17

Los notables tebanos sólo tenían un sueño en la mente: encontrarse con el rey y abogar por su causa para preservar las ventajas adquiridas. Frente a un monarca imprevisible, que no se había vendido a ningún clan, incluso los cortesanos más influyentes podían esperar alguna sorpresa desagradable. Pero era necesario franquear el obstáculo que constituía Ameni, el secretario particular del rey, que daba las audiencias con cuentagotas y apartaba a los inoportunos sin miramientos. ¿Y qué decir del registro impuesto por el gigante sardo Serramanna, que no dejaba que nadie accediera al faraón sin haber comprobado personalmente que el visitante no poseía ni arma ni objeto sospechoso?

Aquella mañana, Ramsés había despedido a todos los solicitantes, incluido el responsable de los diques que había recomendado Ameni y del que se ocuparía muy bien él solo. El rey necesitaba los consejos de la gran esposa real.

Sentados en el borde del estanque al que iban a bañarse, ofreciendo sus cuerpos desnudos al sol, cuyos rayos filtraba el follaje de los sicomoros, saboreaban la belleza de los jardines de palacio. Nedjem, promovido a ministro de Agricultura, continuaba ocupándose de ellos con sumo cuidado.
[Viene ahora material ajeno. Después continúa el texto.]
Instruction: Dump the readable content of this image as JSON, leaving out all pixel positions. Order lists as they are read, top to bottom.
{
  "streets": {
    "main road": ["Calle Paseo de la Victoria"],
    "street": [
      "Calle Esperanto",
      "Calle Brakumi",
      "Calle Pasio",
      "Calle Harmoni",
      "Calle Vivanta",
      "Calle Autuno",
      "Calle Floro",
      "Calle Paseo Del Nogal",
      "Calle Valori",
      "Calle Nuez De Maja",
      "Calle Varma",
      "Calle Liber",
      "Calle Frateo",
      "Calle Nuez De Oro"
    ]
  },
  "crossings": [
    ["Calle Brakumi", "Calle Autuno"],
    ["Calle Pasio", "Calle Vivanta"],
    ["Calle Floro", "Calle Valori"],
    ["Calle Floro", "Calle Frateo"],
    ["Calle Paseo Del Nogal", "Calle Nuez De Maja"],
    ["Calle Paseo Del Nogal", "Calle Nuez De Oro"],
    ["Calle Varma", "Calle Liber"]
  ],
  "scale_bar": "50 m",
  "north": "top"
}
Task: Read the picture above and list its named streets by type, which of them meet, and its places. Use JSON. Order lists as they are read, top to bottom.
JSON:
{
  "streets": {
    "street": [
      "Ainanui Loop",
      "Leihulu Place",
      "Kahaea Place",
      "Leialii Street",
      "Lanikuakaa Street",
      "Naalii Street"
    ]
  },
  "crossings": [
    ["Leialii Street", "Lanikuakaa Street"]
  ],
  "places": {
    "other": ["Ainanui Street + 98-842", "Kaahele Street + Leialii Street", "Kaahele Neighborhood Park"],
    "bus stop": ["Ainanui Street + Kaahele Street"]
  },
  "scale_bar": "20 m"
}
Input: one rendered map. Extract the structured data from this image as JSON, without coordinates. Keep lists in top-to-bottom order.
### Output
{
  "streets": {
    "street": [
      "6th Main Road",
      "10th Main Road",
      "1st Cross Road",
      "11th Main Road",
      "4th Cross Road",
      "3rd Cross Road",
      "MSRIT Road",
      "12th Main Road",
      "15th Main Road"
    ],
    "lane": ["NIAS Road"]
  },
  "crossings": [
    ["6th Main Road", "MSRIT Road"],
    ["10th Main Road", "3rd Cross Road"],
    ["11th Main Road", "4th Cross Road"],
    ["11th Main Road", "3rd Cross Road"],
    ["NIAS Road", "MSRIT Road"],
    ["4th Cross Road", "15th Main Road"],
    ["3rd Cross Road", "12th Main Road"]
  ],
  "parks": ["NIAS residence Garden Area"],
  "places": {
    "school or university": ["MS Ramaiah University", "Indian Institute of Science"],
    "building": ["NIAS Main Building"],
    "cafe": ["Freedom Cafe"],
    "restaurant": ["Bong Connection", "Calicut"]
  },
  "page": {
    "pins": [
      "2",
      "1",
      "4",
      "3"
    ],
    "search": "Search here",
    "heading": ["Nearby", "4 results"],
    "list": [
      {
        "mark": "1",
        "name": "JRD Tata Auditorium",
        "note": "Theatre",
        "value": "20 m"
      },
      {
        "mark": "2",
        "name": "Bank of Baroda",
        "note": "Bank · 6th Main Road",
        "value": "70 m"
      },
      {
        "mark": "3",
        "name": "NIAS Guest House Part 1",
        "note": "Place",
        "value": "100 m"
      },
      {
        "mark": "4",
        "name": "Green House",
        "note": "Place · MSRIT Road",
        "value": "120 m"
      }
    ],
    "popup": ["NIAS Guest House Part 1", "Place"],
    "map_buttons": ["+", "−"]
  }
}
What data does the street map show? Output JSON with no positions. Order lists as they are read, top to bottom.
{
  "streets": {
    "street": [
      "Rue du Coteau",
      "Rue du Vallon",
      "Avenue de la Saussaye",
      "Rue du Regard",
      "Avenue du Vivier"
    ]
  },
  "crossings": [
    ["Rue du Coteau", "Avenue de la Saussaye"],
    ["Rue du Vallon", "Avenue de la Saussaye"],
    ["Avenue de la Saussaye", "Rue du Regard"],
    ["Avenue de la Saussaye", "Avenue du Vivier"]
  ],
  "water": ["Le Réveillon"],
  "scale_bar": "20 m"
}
—Acabo de entrevistarme con el gran sacerdote de Amón —confesó Ramsés.

—¿Su hostilidad es irremediable?

—Sin duda alguna. O adopto su posición, o impongo la mía.

—¿Y qué propone él?

—Que Karnak conserve la supremacía sobre los demás templos de Egipto, que él reine en el sur y yo en el norte.

—Inaceptable.

Ramsés miró a Nefertari con sorpresa.

—¡Yo que me esperaba que predicaras la moderación!

—Si la moderación conduce a la ruina del país se convierte en un vicio. Ese sacerdote intenta imponer su ley al faraón, privilegiar sus intereses particulares en perjuicio del bienestar general. Si cedes, el trono vacilará, y lo que Seti construyó será destruido.

Nefertari se había expresado con dulzura, con una voz tranquila y sosegada, pero sus palabras eran de una firmeza sorprendente.

—¿Consideras las consecuencias de un conflicto abierto entre el rey y el gran sacerdote de Amón?

—Si das muestras de debilidad desde el inicio de tu reinado, los ambiciosos y los incapaces se desatarán. En cuanto al gran sacerdote de Amón, tomará la cabeza de una disidencia y afirmará su autoridad en detrimento de la del faraón.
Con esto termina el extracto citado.